Dating: notBefore 1705 (Chāogé’s 又序 dated 康熙四十四年佛誕日); notAfter 1708 (Nà Xìn’s 刊序 dated 康熙戊子年佛誕日 = Kāngxī 47 / Buddha’s birthday). The catalog meta’s note of a 乾隆四十九年 (1784) reprint by 了彙 is a later reissue of the same compilation, not represented in the base J23 witness.

Translations and research

  • See parallel entries KR6q0161, KR6q0163 for general Pǔmíng-tradition secondary literature.
  • Xìngyīn’s role as compiler places this text within the late Línjì-Yángqí publishing network; for context, see Jiang Wu. 2008. Enlightenment in Dispute: The Reinvention of Chan Buddhism in Seventeenth-Century China. Oxford.
  • No substantial secondary literature located specifically on J23 B129.

Other points of interest

The text is unique in the extant canonical corpus for preserving the three Yuán / early-Míng harmonising sets on Kuò’ān’s verses by Shígǔ Xīyí 石鼓希彝 (Línjì, Sòng–Yuán transition), Qiānyán Yuáncháng 千巖元長 (1284–1357, the famous Yuán Chán-Pure Land syncretist), and Chǔshí Fànqí 楚石梵琦 (1296–1370, also known as Dàjué Pǔjì 大覺普濟禪師 — one of the most influential YuánMíng transitional Chán masters, whose corpus was widely printed).
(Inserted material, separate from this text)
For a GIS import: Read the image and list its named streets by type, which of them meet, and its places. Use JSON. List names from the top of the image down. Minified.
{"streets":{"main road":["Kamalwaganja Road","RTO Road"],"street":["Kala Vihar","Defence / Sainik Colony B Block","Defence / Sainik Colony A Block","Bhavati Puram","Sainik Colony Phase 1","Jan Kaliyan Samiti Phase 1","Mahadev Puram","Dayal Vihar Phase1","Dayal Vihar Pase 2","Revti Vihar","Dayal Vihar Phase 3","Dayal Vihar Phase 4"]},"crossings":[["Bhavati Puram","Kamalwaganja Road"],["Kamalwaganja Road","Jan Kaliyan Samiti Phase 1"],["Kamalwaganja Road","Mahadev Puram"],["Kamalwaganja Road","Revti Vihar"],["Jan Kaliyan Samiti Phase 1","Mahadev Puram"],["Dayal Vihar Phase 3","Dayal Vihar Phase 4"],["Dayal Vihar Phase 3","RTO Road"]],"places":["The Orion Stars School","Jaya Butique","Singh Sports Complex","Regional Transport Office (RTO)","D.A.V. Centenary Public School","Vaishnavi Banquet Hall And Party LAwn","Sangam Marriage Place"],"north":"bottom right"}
The Kuò’ān tradition, as opposed to the Pǔmíng tradition, had developed within high-level monastic literary culture (rather than lay publishing) and had not previously been collected as a single anthology; this compilation thus preserves a distinct strand of Chán verse-culture that would otherwise survive only scattered across the individual Chán-master records (yǔlù 語錄).